Here’s the Treasury department’s interpretive rule: 26 C.F.R. § 1.401-1(b)(2) https://www.ecfr.gov/current/title-26/part-1/section-1.401-1#p-1.401-1(b)(2).

TPApril, does the business have employees other than the owner? If so, is it imaginable that an already anticipated buyer of the business might continue the retirement plan for the employees (or might merge the recently created seller’s plan into the buyer’s plan)?

Peter Gulia PC

Fiduciary Guidance Counsel

Philadelphia, Pennsylvania

215-732-1552

Peter@FiduciaryGuidanceCounsel.com

Posted

One could argue that without a date certain for the plan term, there is no actual decision for the plan to be non-permanent.  In that case its more along the lines of "it will be permanent until we decide to retire" which is an unknown future date. And if you sell the business at retirement, why assume that the plan would term? It could continue with a new owner.

 

 

Posted

Love navigating the gray! The early termination for a business transaction such as selling the business should not be a concern unless the transaction was foreseen at the time the plan was established. That is, I would not start a plan effective 2023 if I had a contract to sell the business in a specific year in the not too distant future.

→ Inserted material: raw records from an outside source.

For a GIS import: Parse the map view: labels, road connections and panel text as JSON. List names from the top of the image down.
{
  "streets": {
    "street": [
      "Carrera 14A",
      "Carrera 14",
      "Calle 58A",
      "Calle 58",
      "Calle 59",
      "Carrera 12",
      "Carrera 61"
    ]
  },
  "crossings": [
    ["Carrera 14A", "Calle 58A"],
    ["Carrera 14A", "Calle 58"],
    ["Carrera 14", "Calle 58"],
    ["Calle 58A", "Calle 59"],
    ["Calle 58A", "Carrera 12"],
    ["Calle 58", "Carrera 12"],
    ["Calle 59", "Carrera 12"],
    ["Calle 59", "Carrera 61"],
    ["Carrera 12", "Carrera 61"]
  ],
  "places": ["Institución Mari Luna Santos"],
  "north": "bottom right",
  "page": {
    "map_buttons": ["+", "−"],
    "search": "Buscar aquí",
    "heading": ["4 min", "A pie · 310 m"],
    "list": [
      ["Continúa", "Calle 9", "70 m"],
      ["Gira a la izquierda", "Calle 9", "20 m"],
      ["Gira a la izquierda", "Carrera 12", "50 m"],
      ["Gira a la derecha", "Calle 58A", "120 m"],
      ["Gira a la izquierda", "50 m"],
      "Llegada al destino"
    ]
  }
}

Retirement is a trickier situation, as people plan to retire at a certain age all the time but then keep working for various reasons. Is having employees a positive or negative factor where the owner has plan for 2-3 years and then retires? Was it just a short-term tax deferral for the owner or did employees actually benefit?

A lot of sides to the arguments and a lot of angles from which to approach accommodating the objective. If no employees to worry about, why not start the plan for 2023 and then freeze after 2024 or run it active another year or two at minimal earnings/compensation before ultimately terminating after 5 or more years? It doesn't get you to the presumptive 10 years but gets you closer - I intended longer but income dropped after 2 years so I froze and then after a few more years I decided to retire.

BUT, your responsibility is to communicate the rules and various options and let client decide how to proceed given the risks.

Kenneth M. Prell, CEBS, ERPA

Vice President, BPAS Actuarial & Pension Services

kprell@bpas.com

Posted

Agreeing with all the comments, you list this under 401(k) but mention a "pension plan".  Not knowing the amount they are looking to contribution would a SEP or SIMPLE, be an alternative, no permanency issue with SEPs or SIMPLE-IRAs.